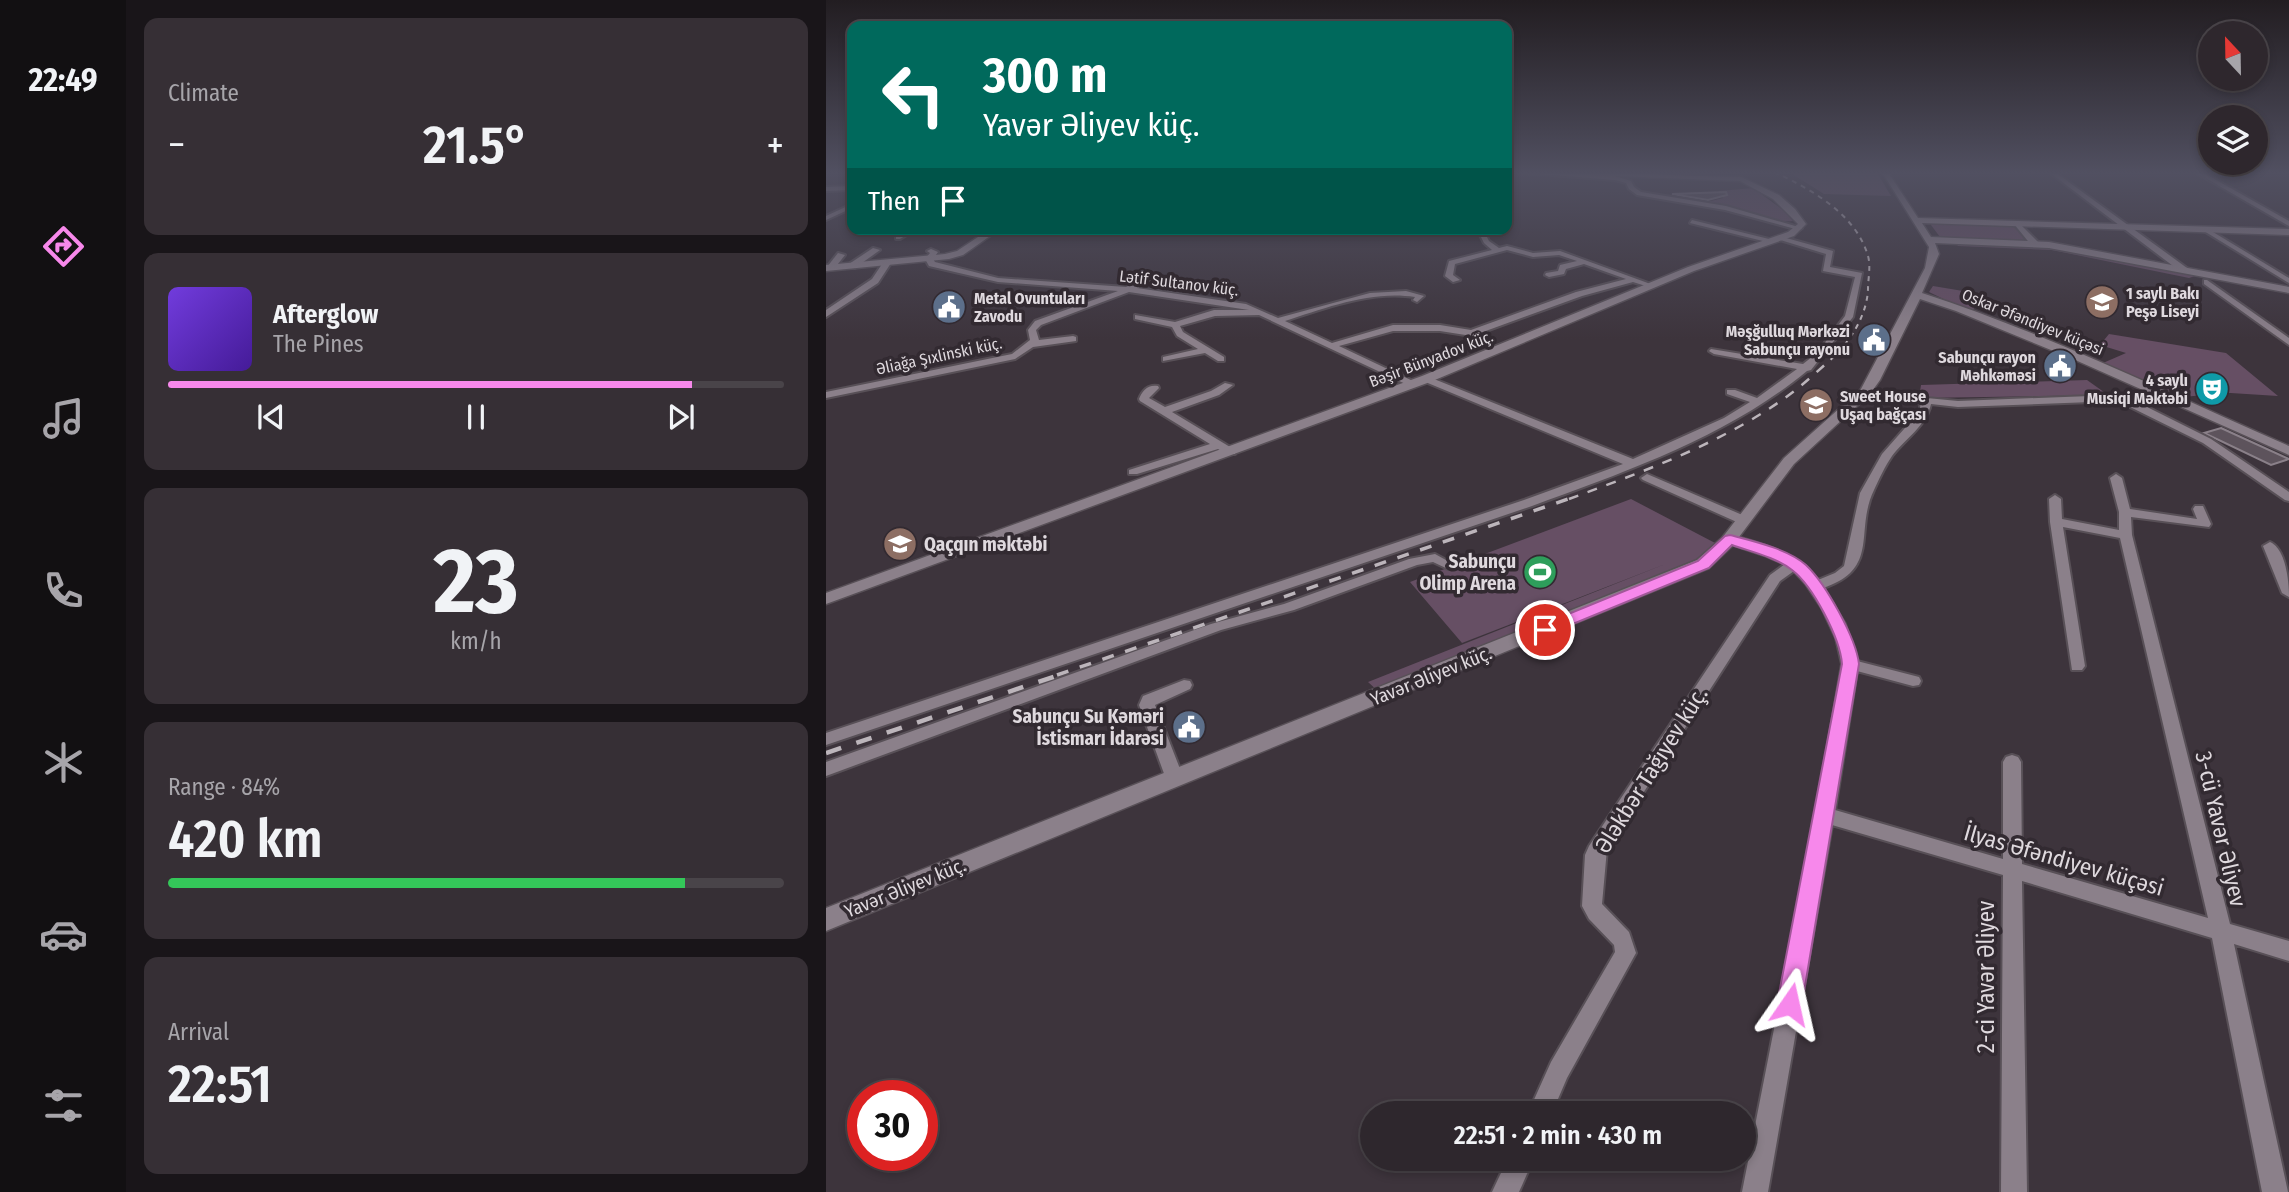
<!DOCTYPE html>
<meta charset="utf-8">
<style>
body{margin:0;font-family:"Fira Sans Condensed",sans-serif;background:#362f35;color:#f1f3f6;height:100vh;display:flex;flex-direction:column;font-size:26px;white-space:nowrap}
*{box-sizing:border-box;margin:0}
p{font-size:23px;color:#a7a5aa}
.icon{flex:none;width:38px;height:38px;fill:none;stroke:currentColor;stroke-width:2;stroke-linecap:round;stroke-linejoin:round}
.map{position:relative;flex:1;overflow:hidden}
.details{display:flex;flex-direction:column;gap:18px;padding:18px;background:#191519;width:700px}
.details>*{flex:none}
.banner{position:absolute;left:21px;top:21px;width:665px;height:214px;border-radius:14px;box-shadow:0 4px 10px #0003,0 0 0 2px #494449;background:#00695c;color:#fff;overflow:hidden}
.needle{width:46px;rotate:338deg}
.controls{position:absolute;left:1372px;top:21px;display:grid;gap:14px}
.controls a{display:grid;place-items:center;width:70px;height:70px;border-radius:50%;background:#2e272d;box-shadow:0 4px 10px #0003,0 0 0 2px #494449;font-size:35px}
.speed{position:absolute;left:21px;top:1080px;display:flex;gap:14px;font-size:35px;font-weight:700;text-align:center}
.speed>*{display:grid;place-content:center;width:91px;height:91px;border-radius:50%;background:#2e272d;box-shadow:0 4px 10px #0003,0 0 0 2px #494449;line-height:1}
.speed .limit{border:10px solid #d22;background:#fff;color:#111}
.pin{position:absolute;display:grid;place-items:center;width:60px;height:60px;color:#fff;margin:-30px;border:4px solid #fff;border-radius:50%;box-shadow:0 2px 7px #0007}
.me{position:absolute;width:77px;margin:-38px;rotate:11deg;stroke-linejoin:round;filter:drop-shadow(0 0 5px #0008)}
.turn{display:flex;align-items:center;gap:24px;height:147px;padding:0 21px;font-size:32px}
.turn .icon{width:91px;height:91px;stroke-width:2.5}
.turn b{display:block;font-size:49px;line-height:60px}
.then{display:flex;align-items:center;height:66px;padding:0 21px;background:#0003;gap:14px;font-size:26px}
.big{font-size:52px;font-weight:600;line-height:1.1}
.details .widget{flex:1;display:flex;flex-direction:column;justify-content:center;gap:10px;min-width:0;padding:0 24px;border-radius:14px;background:#362f35}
.details .dial{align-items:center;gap:0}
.dial b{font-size:91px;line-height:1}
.song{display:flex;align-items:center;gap:21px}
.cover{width:84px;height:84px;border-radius:10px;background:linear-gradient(135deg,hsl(260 70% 55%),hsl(260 70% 35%))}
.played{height:7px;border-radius:4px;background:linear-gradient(90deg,#f788eb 85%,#494449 85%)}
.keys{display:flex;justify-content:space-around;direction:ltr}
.heat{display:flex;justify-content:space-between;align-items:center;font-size:38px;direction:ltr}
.charge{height:10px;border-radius:5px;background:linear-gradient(90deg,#34c759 84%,#494449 0)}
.trip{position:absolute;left:534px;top:1101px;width:396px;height:70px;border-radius:35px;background:#2e272d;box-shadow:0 4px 10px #0003,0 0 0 2px #494449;font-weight:600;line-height:70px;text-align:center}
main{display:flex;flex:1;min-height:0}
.dock{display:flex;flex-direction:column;width:126px;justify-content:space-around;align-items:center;background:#121012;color:#a7a5aa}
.dock .icon{width:49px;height:49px}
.dock .on{color:#f788eb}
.dock b{font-size:32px;color:#f1f3f6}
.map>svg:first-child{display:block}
.green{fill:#664f64}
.building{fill:#5d535c;stroke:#8a8089;stroke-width:2}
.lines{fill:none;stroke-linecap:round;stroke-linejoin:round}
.street-casing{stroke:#585057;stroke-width:4}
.secondary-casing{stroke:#585057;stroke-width:3}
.street{fill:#8b808a;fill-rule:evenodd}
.secondary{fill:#8b808a;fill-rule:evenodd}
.rail-far3{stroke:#bcb5bb;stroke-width:2;stroke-dasharray:5 5;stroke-linecap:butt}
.rail-far2{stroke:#bcb5bb;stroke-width:2.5;stroke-dasharray:10 10;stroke-linecap:butt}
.rail-far1{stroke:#bcb5bb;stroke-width:3.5;stroke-dasharray:12 12;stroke-linecap:butt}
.rail{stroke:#bcb5bb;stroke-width:4.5;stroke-dasharray:16 16;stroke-linecap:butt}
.route{fill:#f788eb;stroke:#a15899;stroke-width:2}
.labels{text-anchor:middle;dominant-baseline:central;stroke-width:7;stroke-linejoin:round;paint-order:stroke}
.far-street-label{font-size:16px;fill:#dfd9de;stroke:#322a31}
.far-poi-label{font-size:16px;font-weight:bold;fill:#dfd9de;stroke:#322a31;text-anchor:start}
.poi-label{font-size:19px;font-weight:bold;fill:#dfd9de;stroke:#322a31;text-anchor:end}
.street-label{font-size:19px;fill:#dfd9de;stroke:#322a31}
.near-street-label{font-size:23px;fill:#dfd9de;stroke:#322a31}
</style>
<main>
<nav class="dock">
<b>22:49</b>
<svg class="icon on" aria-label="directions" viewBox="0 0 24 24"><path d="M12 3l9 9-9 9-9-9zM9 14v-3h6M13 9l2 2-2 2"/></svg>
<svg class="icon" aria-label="music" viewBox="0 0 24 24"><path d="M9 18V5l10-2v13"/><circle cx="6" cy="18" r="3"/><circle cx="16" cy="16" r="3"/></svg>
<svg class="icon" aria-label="phone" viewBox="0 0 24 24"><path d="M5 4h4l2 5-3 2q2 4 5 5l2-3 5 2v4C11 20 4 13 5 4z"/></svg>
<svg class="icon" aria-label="climate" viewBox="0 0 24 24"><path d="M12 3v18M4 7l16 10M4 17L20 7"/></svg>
<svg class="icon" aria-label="car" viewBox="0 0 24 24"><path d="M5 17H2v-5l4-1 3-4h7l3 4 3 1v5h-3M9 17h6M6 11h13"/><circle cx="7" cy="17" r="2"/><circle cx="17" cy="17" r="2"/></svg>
<svg class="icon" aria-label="filters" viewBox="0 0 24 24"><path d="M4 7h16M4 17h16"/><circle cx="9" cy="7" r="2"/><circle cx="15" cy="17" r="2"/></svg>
</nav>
<section class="details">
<div class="widget"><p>Climate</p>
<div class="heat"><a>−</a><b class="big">21.5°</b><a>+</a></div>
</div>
<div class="widget">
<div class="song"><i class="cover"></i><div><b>Afterglow</b><p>The Pines</p></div></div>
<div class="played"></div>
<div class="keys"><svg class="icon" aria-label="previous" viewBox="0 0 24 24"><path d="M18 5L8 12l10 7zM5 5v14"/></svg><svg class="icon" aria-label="pause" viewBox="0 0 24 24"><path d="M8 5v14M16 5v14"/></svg><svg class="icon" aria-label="next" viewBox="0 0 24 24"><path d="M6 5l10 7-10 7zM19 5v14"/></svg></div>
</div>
<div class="widget dial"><b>23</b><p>km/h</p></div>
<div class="widget"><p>Range · 84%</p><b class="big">420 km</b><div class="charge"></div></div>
<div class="widget"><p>Arrival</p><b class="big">22:51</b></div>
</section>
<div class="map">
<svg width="1463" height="1192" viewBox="0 0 1463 1192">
<rect width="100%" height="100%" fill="#3d343c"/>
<g class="green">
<path d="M963,172h80l9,2 13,22 -67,-2z"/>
<path d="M927,188l33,24 7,9c-25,3 -62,-14 -90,-18l20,-5 -4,-7z"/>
<path d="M1106,222l81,2 14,15 -7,3 -80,-5 -9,-12z"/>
<path d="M1130,243l79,2 163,30 -9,3 -137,-28 -94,-4z"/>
<path d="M1107,286l48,8 -8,16 -13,-3 -31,-15z"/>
<path d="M1283,334l117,19 52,43 -79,-5 4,4 -19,2 -81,-34 23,-10 -26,-8z"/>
<path d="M1261,380l21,15 -189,3 2,-13z"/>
<path d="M805,499l86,45 -12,12 -18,12 -308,124 -11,-10 300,-119 -206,80 -52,-61z"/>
</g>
<g class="building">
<path d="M900,192l1,3 -19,5 -36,-6z"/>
<path d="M1395,428l68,31 -18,6 -67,-32z"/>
</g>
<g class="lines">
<g class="street-casing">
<g id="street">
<path d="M687,172l102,4 16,5 3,6 7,5 85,14 76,22 -3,2 -74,-20 -88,-15 -8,-6 -3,-6 -11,-3z"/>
<path d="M1223,172h6l132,96v4h-6z"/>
<path d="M1369,172h7l87,49v5z"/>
<path d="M26,186v4l-26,1v-4z"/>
<path d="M26,204v4l-26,12v-4z"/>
<path d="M866,220l81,20 2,1 -4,2 -81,-20z"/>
<path d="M1188,222h4l20,20v4h-6l-18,-22z"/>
<path d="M82,229h8l-16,10h-4v-2z"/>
<path d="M651,229h6l6,12 10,7 8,-2 26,7 27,-2 96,35 -4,2 -19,-6 -51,14 -110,40 -32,-5h-47l-54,15 76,36v4l-3,1 -153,-72 -44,1 -35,10 3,6 41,25v4h-6l-13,-8 -42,8v-4l35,-8 -21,-13 -5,-9 -37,-8v-4l40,7 39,-12h35l-120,-18 -88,33 -5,5 3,10 34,-4 3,1v4l-43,6 -18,12 -189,39v-6l186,-38 18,-14 -2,-10 7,-9 83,-30 -120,-9 -69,-16 -4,-7 5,-6 -3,-2 4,-2 7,3 -5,7 2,3 63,16 128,9 27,-12 4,2 -1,2 -19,9 109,16 32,14 92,-25 36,-2 18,5 -7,6 -4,-2 2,-3c-43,-7 -90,11 -130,24l47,22 61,-18h47l31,5 105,-38 50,-13 -42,-15 -18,5 -2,5 -15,3 -4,-2 1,-2 12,-2 2,-6 17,-4 -18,-6 -26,2 -26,-7 -52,14 -2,11 7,5 -7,2 -8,-6 4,-15 43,-11 -8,-7z"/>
<path d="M1378,229h4l81,49v5l-85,-52z"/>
<path d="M953,236l54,15 -3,16 32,6 -9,44 -42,53 -4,1c-79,65 -179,100 -275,135l-706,239v-12l698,-233 99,-36 -200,-83v-4h6l204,82 91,-41 26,-16 -23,-8v-4h8l22,8 40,-29 -83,-15 -5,-3 2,-2 92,15 14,-11 28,-37 10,-39 -32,-6 3,-17 -49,-15z"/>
<path d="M47,248l7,2 -25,18h-6v-4z"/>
<path d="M12,253l7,2 -11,14h-6l-1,-2z"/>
<path d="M58,261l7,2 -13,20 -52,34v-7l46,-31z"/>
<path d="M1381,280l82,58v7l-85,-61v-4z"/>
<path d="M399,383l8,2 -14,10 -47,17 63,38v4h-8l-9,-5 -81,25h-8v-4l81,-26 -70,-43 -1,-2c3,-8 9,-15 19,-13l1,2 -10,10 16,9 46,-16z"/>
<path d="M1038,392l94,9 211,-8 5,3 -1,2 -40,2 78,39 78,53v9l-4,-1 -82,-57 -85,-42 -160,6 -27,-3c-4,21 -27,36 -39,52 -7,10 -13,23 -18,34 -20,41 7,79 -51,98l22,36 12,37 62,16 2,4 -2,4 -6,1 -56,-15 -22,139 168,49v-97l3,-5 6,-2 6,2 3,5 1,102 186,54 -88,-380 -57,-11 22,139 -3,4h-10l-22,-148 -1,-23 6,-4 6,4 1,20 57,11v-18l-9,-34 6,-4 6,4 8,31 67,10 -4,-10 2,-3h8l8,18 -2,3 -78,-10 1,18 98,389 59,17v20l-55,-17 54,248h-26l-50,-254 -190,-57 5,311h-26l2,-317 -171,-50 -64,367h-26l74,-377 26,-151 -6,-26 -14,-30 -16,-24 -12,-13 -14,10 -173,268 -5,55 27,28 7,21 -69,125 -15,35h-24l23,-51 64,-110 -1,-7 -25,-26 -7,-13 3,-51 4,-9 181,-271 15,-11 -21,-9 -39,-13 -1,-3 6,-4c33,9 65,18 88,45l17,-7 9,-7 16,-73 22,-39 37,-42 2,-9 -61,-6 -1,-2z"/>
<path d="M821,474l100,43 2,3 -6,4 -4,-1 -96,-43 -2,-2z"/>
<path d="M1444,542c16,7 19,40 19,55l-7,-4 -19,-47z"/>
<path d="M609,554l20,11 -7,4 -15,-7 -16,3 -123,45 -73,20 -395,146v-14l385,-138 73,-20 125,-45z"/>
<path d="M358,680l6,1 2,4 -2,4 -35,16 29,74 -3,5 -6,2 -6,-2 -3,-5 -27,-74 4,-9z"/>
<path d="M682,1158h26l-15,34h-27z"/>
</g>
</g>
<g class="secondary-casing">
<g id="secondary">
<path d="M735,172l180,5 38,18 16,14 11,15 -12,12 -100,35 -264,111 -604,222v-11l596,-217 266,-109 100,-35 10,-8 -25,-25 -33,-18 -176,-7z"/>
<path d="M1056,172h6l30,46 371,11v6l-367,-12 9,14 118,5 240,45v6l-240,-45 -114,-5 4,11 -17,39c126,41 246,100 367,153v9l-216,-96 -117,-48 -36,-12 -40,81 -10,14 -76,70 -61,81 -24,23 -883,363v-23l871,-348 25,-22 62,-80 77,-69 64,-121 4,-21z"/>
<path d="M164,229h10l-37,26 -14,4 -123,12v-6l119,-11 12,-3z"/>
</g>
</g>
<use href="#street" class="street"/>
<use href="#secondary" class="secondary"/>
<path class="rail-far3" d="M948,172c37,17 82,42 94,84 3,10 0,23 0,33 -1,27 -19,55 -40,73"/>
<path class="rail-far2" d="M743,499c76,-28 159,-58 224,-107 13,-10 25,-21 37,-32"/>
<path class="rail-far1" d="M231,675l517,-178"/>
<path class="rail" d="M0,753l236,-79"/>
</g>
<linearGradient id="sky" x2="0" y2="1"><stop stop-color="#221d21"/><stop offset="0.51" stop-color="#515061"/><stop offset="1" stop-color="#515061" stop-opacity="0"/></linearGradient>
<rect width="1463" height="339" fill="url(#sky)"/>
<path class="route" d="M904,535c23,6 58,14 76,30 20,19 50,73 53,99l-57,340 -3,8 -9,4 -9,-4 -4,-8 65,-340c-2,-26 -29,-78 -50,-94 -17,-13 -40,-18 -60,-25l-23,23 -158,65h-12l-2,-3 2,-4 159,-65 27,-25z"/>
<defs>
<g id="university-disc" transform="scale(1.75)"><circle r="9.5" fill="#8d6e63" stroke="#322a31"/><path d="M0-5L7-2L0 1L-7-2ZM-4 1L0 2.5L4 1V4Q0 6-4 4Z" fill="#fff"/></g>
<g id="civic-disc" transform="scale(1.75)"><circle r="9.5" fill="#5c6f8a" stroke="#322a31"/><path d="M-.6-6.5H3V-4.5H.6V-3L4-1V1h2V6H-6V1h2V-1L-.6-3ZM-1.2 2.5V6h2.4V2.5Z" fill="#fff"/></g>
<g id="theatre-disc" transform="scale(1.75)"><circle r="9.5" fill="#0f9aa8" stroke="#322a31"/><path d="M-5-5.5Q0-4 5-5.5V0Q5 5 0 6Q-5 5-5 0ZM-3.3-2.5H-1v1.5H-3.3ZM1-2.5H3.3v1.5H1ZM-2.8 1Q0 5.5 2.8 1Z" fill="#fff"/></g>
<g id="school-disc" transform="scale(1.75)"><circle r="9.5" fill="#8d6e63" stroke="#322a31"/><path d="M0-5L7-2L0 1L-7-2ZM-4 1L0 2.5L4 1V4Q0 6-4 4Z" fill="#fff"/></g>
<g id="stadium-disc" transform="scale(1.75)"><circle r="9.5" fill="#2e9e5b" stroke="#322a31"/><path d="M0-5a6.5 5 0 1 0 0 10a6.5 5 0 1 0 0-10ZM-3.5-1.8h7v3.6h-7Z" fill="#fff"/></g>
</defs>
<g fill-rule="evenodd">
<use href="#university-disc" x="1276" y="302"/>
<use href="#civic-disc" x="123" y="307"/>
<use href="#civic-disc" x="1048" y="340"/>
<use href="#civic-disc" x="1234" y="366"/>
<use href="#theatre-disc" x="1386" y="389"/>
<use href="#school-disc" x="990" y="405"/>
<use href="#school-disc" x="74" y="544"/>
<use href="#stadium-disc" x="714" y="572"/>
<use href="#civic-disc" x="363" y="727"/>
</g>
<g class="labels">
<g class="far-street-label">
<text transform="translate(353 283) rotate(7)">Lətif Sultanov küç.</text>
<text transform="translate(1207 322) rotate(22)">Oskar Əfəndiyev küçəsi</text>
<text transform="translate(113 356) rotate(-12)">Əliağa Şıxlinski küç.</text>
<text transform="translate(605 359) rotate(-21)">Bəşir Bünyadov küç.</text>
</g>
<g class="far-poi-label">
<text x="1300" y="293">1 saylı Bakı<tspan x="1300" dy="18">Peşə Liseyi</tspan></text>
<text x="148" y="298">Metal Ovuntuları<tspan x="148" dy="18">Zavodu</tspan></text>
<text x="1024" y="331" text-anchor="end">Məşğulluq Mərkəzi<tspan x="1024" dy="18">Sabunçu rayonu</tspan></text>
<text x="1210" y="357" text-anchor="end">Sabunçu rayon<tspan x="1210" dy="18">Məhkəməsi</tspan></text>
<text x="1362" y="380" text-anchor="end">4 saylı<tspan x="1362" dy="18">Musiqi Məktəbi</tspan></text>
<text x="1014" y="396">Sweet House<tspan x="1014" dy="18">Uşaq bağçası</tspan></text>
</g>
<g class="poi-label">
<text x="98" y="544" text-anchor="start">Qaçqın məktəbi</text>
<text x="690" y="561">Sabunçu<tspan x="690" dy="22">Olimp Arena</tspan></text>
<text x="338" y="716">Sabunçu Su Kəməri<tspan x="338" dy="22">İstismarı İdarəsi</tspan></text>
</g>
<g class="street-label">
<text transform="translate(605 676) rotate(-22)">Yavər Əliyev küç.</text>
<text transform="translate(79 888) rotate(-22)">Yavər Əliyev küç.</text>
</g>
<g class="near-street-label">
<text transform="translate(825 770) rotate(-58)">Ələkbər Tağıyev küç.</text>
<text transform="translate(1395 829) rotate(77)">3-cü Yavər Əliyev</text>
<text transform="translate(1238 860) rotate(16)">İlyas Əfəndiyev küçəsi</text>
<text transform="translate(1160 977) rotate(-90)">2-ci Yavər Əliyev</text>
</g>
</g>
</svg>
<div class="controls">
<a><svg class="needle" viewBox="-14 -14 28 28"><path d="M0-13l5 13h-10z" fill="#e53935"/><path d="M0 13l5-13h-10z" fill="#a7a5aa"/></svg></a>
<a><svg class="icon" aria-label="layers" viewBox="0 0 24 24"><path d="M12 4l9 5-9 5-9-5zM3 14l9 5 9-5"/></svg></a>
</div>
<div class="speed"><div class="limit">30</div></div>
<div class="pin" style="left:719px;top:630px;background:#d93025"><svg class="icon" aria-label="arrive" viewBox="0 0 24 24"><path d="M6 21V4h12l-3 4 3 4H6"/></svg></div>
<svg class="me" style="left:964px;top:1004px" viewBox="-20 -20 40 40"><path d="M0-17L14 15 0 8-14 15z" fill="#f788eb" stroke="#fff" stroke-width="4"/></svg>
<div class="trip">22:51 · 2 min · 430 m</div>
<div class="banner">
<div class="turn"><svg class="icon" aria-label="left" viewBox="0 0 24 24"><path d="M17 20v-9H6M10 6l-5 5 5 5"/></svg><div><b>300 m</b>Yavər Əliyev küç.</div></div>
<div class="then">Then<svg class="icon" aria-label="arrive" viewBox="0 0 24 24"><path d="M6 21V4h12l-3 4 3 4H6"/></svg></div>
</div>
</div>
</main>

[What you have to do] Where a line in the preceding listing contains the word "controls", include it in your count, and reply with that number alone.

[Exercise answer] 3